Tally every line of the listing where the string "center" is found, and state the total alone.
─── Excerpted records ───
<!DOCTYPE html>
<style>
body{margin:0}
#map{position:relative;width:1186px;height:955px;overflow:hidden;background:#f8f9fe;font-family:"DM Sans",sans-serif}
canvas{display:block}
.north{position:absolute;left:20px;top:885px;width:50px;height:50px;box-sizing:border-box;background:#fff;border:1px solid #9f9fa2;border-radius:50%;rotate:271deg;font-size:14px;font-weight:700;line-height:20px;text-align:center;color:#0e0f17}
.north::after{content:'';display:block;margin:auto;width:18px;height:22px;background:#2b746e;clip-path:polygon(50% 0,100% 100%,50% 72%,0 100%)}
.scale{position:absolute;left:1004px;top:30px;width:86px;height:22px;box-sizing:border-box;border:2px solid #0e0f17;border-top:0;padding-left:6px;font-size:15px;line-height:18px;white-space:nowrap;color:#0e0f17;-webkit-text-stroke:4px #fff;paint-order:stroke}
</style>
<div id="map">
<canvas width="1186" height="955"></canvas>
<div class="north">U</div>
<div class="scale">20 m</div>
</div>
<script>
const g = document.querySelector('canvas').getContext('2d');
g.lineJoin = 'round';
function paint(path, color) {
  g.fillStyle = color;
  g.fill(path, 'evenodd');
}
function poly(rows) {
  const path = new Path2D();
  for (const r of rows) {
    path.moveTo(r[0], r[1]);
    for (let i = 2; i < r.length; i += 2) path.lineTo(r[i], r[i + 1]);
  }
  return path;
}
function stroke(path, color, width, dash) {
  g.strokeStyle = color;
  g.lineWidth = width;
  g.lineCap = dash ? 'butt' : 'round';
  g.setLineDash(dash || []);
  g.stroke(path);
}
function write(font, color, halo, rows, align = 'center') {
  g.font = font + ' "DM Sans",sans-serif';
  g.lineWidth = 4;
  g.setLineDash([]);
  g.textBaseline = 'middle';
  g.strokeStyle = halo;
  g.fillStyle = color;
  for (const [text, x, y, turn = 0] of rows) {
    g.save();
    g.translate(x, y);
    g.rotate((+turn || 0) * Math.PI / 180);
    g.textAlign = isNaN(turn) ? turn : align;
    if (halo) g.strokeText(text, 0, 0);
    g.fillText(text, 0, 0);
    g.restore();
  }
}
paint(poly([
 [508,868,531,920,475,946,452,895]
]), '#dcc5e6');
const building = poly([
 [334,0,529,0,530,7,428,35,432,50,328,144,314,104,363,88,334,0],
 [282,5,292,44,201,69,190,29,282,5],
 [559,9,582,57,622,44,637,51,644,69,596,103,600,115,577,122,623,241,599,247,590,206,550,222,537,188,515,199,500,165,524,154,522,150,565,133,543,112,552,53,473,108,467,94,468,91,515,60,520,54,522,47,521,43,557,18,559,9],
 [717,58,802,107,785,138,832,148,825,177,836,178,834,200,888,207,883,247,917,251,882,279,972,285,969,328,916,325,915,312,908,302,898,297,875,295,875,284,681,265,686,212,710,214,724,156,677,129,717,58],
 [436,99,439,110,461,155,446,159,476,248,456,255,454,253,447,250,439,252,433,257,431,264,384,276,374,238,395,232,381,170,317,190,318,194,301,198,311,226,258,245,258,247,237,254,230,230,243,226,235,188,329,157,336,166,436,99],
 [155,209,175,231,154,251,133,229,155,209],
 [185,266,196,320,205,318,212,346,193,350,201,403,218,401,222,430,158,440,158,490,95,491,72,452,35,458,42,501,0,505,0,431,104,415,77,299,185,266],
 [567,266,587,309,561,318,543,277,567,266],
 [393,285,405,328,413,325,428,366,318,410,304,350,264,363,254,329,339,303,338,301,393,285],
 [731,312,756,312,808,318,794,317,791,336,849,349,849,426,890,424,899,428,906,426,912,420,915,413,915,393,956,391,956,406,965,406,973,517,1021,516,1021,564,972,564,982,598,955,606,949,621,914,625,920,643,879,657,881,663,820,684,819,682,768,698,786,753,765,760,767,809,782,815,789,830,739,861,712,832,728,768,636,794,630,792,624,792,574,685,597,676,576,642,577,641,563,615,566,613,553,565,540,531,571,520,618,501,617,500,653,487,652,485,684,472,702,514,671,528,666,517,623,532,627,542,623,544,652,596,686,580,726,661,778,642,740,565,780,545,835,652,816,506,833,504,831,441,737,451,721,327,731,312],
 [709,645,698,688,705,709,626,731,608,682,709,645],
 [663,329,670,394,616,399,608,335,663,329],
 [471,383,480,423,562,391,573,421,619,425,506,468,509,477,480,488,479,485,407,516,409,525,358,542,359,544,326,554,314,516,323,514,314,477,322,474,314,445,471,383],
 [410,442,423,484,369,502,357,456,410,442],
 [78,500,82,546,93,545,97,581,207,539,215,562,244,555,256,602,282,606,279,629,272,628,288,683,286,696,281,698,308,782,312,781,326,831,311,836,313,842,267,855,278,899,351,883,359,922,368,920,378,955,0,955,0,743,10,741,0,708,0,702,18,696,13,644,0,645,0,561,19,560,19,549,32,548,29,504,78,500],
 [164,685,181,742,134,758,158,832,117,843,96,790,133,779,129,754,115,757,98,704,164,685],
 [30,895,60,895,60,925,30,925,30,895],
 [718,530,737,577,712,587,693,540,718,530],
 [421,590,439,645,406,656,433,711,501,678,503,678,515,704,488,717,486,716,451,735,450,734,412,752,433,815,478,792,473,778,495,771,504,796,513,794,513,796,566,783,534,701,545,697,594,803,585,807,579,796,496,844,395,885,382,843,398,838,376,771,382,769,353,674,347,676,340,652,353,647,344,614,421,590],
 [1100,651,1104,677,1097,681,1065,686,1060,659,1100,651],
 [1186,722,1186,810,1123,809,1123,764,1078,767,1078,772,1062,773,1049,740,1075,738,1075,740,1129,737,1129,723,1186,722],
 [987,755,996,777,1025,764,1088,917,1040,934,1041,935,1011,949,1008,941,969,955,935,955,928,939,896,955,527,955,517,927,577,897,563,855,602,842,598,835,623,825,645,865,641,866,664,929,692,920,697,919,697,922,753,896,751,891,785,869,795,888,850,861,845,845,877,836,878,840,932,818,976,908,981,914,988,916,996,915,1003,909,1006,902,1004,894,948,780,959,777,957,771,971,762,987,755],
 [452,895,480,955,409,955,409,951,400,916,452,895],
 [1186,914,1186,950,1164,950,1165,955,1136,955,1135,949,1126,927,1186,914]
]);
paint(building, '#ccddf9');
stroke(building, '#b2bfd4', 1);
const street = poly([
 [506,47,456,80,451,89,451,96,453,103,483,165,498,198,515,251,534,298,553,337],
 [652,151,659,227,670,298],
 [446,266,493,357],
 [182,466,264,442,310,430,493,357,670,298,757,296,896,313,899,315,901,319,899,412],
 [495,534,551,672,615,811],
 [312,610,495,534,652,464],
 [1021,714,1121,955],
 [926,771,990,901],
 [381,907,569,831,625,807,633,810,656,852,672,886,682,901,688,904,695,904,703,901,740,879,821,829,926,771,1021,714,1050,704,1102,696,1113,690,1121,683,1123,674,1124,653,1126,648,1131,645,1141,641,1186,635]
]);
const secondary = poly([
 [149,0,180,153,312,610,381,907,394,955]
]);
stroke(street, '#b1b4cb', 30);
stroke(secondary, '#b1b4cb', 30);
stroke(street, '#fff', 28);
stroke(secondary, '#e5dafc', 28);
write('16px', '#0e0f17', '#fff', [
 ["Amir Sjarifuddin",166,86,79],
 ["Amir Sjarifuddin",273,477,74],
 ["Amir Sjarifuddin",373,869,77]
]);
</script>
───
Answer to this exercise: 2